Weekend Indulgence – Shrimp Po’ Boys

 

By Kerry Shelby

 

I try to eat light, healthy dishes during the week, but on weekends I lift all restrictions. I believe, to paraphrase Oscar Wilde, that everything should be taken in moderation, including moderation! Weekends are the perfect time to make dishes that may not fit into your weeknight schedule or calorie goals. Indulge a little! I often use my weekend pass on one of my favorite sandwiches, a fried shrimp po’ boy. Lots of bread and fried food, but hey, it’s the weekend!

 

 

The “po’ boy” moniker seems to have originated in New Orleans during a streetcar driver strike just before the Depression, when sympathetic restaurant owners would offer the out-of-work drivers free or discounted food. Whenever he saw one of the striking drivers coming, one restaurateur coined the phrase “Here comes another poor boy.” “Poor boy” became “po’ boy” in a typical New Orleans drawl.

 

 

Wherever it came from, it is a tasty little package of good stuff. Lightly-breaded fried shrimp team up with a flavorful remoulade sauce and a bit of greens on a fat roll. Tradition calls for crusty French bread and iceberg lettuce, but I often use a soft Philly-style hoagie roll and I sometimes use watercress or arugula instead of iceberg. Choose any combination that suits you. Letting the shrimp sit in a mayonnaise slurry similar to the remoulade that will come later adds a layer of depth to the sandwiches.

 

 

Shrimp Po’ Boys

 

First, make the remoulade. Combine ¾ cup good mayonnaise (either homemade or Hellman’s Light is perfect) with the juice from 1 lemon, 1 tablespoon Dijon mustard, 1 tablespoon sweet pickle relish, 1 teaspoon chopped fresh parsley, ½ teaspoon chopped fresh tarragon and a good splash of Tabasco.

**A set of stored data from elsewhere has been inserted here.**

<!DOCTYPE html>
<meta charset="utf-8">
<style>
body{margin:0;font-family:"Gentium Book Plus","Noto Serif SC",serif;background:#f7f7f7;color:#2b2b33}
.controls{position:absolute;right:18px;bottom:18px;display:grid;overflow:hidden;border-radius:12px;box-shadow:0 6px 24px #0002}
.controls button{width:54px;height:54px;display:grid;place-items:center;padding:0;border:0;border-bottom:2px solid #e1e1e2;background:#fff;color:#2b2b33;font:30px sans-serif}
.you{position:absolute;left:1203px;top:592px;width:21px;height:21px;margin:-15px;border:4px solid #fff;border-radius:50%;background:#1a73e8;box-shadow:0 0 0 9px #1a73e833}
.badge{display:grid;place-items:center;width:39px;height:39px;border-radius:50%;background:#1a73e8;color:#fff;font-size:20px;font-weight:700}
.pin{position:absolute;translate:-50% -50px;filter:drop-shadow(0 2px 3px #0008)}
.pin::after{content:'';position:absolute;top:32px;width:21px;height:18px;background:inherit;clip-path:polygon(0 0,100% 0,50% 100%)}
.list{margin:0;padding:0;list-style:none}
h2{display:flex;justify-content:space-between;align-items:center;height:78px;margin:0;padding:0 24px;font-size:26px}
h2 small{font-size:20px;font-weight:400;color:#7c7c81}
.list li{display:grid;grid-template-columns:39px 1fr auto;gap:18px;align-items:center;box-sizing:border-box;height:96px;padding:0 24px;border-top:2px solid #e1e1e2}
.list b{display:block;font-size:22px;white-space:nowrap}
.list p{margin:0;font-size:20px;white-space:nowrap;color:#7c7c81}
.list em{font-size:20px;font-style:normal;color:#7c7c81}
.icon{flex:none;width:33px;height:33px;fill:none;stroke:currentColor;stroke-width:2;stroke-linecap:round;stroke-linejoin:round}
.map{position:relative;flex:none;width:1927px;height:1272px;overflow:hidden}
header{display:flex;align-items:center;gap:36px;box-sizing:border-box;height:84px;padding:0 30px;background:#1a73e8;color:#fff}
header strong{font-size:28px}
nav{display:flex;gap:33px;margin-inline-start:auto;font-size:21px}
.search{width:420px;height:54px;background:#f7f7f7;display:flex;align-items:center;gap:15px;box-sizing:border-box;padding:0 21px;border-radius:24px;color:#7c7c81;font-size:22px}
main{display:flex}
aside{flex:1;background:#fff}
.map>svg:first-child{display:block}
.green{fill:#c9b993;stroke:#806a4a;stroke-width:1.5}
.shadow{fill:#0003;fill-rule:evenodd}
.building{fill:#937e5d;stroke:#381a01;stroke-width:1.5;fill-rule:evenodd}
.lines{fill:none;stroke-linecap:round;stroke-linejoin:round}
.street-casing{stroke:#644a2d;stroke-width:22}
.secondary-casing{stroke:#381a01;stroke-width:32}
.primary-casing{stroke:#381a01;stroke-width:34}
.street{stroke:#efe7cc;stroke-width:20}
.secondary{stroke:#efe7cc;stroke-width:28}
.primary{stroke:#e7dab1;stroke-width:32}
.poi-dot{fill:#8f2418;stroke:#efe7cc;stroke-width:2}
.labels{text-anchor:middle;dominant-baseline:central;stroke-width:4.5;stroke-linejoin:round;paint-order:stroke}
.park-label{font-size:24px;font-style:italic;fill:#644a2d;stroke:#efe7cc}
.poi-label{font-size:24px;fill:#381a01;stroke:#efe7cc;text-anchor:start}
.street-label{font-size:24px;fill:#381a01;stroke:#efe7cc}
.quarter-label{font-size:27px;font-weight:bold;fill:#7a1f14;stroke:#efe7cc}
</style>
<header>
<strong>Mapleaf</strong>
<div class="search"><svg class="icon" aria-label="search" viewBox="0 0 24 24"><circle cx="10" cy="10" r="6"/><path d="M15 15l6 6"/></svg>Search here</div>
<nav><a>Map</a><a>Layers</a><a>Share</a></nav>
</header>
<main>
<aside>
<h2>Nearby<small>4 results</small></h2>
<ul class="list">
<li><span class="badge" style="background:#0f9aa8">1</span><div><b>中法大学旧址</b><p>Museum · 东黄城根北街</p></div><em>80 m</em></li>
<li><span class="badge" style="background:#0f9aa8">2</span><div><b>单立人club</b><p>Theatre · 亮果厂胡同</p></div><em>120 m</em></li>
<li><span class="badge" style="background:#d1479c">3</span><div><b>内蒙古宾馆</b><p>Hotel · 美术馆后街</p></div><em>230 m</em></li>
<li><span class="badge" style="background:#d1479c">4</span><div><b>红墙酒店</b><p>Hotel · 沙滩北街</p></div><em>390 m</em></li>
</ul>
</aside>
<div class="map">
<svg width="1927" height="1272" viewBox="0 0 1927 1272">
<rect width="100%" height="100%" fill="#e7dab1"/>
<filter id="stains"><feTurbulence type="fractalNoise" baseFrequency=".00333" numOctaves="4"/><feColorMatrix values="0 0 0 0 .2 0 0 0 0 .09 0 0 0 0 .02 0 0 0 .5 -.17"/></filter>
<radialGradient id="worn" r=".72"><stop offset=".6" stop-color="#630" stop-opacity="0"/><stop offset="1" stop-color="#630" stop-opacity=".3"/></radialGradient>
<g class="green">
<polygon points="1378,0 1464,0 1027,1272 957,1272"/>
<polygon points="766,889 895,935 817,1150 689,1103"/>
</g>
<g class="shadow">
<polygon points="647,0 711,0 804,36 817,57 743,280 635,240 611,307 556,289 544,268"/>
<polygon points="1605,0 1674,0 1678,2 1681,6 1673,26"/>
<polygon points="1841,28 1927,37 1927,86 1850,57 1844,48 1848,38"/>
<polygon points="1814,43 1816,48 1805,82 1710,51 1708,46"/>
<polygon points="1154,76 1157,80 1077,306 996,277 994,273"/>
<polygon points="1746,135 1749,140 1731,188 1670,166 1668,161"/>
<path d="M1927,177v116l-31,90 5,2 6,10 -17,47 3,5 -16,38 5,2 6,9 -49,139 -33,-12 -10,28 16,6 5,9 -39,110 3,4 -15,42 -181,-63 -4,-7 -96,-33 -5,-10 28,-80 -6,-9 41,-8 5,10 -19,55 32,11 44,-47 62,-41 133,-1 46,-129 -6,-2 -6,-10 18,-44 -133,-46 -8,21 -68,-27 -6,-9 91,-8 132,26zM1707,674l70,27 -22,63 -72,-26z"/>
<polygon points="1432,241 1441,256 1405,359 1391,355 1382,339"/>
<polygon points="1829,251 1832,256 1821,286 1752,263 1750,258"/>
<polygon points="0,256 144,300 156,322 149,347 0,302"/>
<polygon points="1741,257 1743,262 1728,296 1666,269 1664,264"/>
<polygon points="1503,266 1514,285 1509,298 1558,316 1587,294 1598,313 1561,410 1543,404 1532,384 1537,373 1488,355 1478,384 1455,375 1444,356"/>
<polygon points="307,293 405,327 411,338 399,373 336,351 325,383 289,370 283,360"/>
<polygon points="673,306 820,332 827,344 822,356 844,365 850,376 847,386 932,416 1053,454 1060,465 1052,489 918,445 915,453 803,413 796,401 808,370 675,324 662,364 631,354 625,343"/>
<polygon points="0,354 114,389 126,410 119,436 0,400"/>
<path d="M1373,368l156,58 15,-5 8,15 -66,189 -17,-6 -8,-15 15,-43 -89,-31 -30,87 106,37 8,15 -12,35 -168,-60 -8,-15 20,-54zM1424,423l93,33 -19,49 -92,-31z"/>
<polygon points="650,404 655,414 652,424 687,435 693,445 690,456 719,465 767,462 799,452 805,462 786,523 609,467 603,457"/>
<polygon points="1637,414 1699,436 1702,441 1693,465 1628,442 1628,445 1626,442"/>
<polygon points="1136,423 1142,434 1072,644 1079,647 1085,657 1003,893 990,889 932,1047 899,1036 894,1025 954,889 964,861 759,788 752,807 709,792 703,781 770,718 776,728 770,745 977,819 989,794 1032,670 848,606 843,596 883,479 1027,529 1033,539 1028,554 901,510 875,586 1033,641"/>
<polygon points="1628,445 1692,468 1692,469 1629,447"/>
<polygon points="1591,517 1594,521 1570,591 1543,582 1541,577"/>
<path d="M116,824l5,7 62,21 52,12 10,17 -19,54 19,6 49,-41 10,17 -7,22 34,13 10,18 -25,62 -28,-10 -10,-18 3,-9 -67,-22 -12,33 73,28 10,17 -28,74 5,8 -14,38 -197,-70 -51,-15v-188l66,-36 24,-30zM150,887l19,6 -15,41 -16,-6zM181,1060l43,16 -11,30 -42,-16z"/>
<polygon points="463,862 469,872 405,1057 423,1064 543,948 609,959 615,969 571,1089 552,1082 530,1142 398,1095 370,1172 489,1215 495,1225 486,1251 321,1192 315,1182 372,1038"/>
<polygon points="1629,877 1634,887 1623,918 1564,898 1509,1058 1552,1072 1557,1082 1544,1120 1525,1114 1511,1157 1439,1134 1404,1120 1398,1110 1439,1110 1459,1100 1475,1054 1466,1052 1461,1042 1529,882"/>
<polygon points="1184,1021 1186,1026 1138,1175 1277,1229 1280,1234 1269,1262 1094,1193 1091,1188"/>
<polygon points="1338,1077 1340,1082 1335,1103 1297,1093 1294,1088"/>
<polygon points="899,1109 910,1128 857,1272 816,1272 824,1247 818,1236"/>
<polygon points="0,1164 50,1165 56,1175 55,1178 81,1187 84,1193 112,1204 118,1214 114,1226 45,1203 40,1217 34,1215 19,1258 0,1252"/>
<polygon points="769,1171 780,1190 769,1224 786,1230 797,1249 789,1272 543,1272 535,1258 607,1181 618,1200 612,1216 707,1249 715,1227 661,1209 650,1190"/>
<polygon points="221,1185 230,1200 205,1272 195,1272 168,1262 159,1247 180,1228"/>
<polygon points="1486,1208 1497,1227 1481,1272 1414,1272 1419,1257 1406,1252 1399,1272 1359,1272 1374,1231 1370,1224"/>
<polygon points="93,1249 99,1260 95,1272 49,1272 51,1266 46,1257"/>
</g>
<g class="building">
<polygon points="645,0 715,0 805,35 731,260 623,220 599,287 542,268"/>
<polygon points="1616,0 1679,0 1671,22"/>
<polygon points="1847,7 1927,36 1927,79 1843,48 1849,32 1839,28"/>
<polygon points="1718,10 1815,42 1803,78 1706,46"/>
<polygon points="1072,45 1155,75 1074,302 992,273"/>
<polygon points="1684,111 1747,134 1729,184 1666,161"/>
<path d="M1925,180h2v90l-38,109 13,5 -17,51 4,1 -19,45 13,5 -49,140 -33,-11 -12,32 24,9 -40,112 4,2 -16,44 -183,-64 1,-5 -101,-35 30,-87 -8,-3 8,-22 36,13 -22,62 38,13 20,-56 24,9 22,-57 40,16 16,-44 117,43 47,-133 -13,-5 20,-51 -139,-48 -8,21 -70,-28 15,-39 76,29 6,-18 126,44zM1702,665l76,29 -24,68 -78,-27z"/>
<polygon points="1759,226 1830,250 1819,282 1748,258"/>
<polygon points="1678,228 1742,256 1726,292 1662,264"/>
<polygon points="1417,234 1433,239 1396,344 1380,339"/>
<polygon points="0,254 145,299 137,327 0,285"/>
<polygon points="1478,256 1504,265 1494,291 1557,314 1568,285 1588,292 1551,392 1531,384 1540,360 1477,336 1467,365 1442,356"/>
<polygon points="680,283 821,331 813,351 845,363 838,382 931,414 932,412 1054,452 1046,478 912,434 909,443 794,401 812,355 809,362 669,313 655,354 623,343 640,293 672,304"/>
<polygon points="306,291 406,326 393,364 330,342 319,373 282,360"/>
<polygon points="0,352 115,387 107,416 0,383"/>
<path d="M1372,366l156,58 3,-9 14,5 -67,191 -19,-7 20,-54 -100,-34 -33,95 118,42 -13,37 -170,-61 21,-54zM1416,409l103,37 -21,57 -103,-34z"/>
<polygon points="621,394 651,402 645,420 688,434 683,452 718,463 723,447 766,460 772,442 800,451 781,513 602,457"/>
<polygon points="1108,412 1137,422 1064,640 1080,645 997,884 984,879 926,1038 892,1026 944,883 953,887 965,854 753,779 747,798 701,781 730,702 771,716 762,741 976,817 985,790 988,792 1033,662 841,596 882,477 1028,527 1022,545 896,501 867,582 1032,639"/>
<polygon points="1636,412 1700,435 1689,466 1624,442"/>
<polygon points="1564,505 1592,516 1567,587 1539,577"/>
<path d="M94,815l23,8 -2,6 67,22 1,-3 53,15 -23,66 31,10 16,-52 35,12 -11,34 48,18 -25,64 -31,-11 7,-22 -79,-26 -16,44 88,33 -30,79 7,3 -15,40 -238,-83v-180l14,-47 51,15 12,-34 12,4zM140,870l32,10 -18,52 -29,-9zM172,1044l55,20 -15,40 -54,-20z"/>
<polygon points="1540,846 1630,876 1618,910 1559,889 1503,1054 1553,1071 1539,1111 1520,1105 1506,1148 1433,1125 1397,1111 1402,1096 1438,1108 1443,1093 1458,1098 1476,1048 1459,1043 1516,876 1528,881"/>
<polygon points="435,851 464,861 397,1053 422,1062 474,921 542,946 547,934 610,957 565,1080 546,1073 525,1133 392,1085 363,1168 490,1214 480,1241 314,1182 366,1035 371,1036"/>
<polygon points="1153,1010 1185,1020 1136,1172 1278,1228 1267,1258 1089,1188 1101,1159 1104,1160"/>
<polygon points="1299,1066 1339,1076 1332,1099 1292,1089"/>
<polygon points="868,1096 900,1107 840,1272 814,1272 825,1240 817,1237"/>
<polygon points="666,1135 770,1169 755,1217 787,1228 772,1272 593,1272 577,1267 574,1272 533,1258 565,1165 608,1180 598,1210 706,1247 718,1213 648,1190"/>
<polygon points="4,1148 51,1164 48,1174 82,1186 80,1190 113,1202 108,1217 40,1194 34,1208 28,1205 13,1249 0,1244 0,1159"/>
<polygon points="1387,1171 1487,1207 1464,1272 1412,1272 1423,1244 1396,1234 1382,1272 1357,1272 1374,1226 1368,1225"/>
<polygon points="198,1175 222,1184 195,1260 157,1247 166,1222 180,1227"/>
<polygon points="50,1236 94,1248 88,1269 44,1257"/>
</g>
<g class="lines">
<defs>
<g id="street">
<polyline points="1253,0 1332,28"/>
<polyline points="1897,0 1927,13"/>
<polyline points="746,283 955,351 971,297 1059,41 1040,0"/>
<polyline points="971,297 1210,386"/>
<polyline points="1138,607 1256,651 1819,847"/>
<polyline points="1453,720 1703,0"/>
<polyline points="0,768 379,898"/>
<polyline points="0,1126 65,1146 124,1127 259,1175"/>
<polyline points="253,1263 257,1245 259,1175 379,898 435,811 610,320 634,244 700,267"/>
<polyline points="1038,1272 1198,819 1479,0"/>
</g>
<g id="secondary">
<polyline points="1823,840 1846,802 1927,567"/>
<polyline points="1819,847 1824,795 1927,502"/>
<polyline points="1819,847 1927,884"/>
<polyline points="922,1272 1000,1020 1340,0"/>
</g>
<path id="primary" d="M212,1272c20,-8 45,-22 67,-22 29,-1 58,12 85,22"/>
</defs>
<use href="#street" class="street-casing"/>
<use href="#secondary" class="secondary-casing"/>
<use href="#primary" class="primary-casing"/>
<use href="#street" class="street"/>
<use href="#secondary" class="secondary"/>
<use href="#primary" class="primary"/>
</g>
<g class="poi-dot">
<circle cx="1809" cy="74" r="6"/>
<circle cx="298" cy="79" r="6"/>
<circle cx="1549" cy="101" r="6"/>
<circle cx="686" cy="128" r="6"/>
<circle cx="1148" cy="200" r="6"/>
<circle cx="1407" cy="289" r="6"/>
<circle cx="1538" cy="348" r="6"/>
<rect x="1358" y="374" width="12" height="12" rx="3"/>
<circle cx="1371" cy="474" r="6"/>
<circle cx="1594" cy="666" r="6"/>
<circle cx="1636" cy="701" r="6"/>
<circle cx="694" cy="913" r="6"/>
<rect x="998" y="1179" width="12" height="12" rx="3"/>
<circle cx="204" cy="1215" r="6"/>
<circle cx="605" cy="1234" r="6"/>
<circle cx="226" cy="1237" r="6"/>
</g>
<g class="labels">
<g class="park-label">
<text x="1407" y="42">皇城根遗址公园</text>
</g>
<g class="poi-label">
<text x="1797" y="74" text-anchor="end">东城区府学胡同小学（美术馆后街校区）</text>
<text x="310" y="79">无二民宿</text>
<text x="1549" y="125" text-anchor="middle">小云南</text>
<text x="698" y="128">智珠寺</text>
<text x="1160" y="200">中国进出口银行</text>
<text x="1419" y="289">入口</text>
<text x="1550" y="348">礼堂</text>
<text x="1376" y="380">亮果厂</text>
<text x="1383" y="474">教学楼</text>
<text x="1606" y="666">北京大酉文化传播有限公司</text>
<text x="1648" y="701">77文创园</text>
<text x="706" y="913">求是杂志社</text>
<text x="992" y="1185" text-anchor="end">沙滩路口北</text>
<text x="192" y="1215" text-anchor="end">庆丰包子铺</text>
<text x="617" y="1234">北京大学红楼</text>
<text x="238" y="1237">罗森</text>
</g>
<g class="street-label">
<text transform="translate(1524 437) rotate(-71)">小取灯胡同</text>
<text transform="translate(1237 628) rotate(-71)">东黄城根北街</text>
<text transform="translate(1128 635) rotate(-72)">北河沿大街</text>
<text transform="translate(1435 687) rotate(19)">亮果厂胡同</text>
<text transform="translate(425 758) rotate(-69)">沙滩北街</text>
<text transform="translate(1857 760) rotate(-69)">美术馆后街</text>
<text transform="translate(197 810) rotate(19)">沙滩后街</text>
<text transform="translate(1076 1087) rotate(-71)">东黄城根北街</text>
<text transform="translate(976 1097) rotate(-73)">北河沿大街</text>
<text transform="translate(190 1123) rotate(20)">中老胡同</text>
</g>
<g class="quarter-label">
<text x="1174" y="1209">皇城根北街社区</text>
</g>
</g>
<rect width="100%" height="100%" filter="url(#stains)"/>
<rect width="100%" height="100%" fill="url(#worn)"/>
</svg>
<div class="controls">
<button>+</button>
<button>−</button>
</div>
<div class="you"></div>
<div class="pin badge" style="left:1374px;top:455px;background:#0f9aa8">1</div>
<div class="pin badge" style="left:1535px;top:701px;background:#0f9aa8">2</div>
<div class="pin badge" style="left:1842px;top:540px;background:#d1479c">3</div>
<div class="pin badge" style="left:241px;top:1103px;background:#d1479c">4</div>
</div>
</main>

Mix well and chill.

 

 

In a large casserole dish, mix ½ cup mayonnaise with the juice of one lemon, a dash of Tabasco and a pinch of salt. Peel 1 ½ pounds of 16-20 count Key West pink shrimp, add to the casserole dish and toss in the mayonnaise slurry to coat. Arrange in a single layer and let stand at least 15 minutes.

 

 

Heat about 2 inches of canola oil in a cast iron pot. Turn burner to high and bring the oil to 350 degrees (if you have a candy thermometer) or until a sprinkle of flour sizzles when it hits the surface (if you don’t!). On a plate, mix 1 cup flour and 1 cup fine corn meal. Dredge shrimp in the flour mixture, carefully drop into the hot oil and fry until golden (it won’t take long, so watch closely!) Remove the shrimp to a paper towel.

 

 

Toast 4 Philly-style hoagie rolls and spread a generous amount of remoulade on each side. Layer iceberg or watercress leaves on the bottom half, add shrimp and the top half of the roll. Serve with roasted new potatoes or chips along with a tangy cole slaw.

 

 

Serves 4

 

Drink pairing: Ice cold beer, like the Bahamian beer Kalik, or a fruity white wine, like a Torrontes.